:: Entries shown

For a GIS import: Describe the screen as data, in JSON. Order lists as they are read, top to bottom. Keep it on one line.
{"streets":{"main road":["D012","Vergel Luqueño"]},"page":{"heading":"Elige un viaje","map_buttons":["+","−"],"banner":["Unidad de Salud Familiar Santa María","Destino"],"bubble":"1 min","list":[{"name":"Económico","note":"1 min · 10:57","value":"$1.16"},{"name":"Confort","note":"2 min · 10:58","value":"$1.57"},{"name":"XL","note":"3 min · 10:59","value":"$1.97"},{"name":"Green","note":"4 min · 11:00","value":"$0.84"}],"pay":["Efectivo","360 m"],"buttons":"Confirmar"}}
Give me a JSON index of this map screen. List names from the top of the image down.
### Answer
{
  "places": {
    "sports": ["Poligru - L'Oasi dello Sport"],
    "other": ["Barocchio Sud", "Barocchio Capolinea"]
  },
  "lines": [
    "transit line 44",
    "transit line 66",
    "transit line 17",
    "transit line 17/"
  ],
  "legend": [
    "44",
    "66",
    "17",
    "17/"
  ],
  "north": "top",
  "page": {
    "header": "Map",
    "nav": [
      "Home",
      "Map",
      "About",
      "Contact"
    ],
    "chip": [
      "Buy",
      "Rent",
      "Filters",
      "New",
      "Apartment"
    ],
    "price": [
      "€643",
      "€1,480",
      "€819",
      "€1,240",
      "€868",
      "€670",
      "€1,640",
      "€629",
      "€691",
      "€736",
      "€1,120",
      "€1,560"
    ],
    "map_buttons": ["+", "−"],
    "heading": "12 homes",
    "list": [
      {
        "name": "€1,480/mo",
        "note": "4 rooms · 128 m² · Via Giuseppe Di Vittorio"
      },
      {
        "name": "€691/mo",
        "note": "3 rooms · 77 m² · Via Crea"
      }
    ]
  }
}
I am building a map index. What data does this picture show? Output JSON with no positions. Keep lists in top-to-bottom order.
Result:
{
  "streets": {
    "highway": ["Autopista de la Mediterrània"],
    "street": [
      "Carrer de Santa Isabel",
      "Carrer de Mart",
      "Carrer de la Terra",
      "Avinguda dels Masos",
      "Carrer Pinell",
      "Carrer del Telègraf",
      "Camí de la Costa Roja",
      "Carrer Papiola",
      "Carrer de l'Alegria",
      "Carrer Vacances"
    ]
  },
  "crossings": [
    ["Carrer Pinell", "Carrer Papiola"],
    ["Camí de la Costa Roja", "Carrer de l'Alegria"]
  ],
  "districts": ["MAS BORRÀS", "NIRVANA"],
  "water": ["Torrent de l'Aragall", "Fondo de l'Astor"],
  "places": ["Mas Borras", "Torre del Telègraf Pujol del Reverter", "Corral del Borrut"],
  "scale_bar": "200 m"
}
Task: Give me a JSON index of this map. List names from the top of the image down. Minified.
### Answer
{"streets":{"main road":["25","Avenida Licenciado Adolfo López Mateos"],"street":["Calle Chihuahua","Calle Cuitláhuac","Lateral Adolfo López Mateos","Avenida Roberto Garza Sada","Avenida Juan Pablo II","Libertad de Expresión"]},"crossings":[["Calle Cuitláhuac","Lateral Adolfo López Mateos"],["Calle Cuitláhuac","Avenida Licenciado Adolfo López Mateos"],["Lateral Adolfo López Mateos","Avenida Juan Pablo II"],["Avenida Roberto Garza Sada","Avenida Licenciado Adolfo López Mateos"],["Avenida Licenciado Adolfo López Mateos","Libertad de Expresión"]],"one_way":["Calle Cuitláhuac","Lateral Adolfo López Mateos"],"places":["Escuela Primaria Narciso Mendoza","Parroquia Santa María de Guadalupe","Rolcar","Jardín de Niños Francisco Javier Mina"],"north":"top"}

::::

**How to complete this task:** The string "Alegria" marks the lines to copy; report each of them from the data above.

**Response box:**
      "Carrer de l'Alegria",
    ["Camí de la Costa Roja", "Carrer de l'Alegria"]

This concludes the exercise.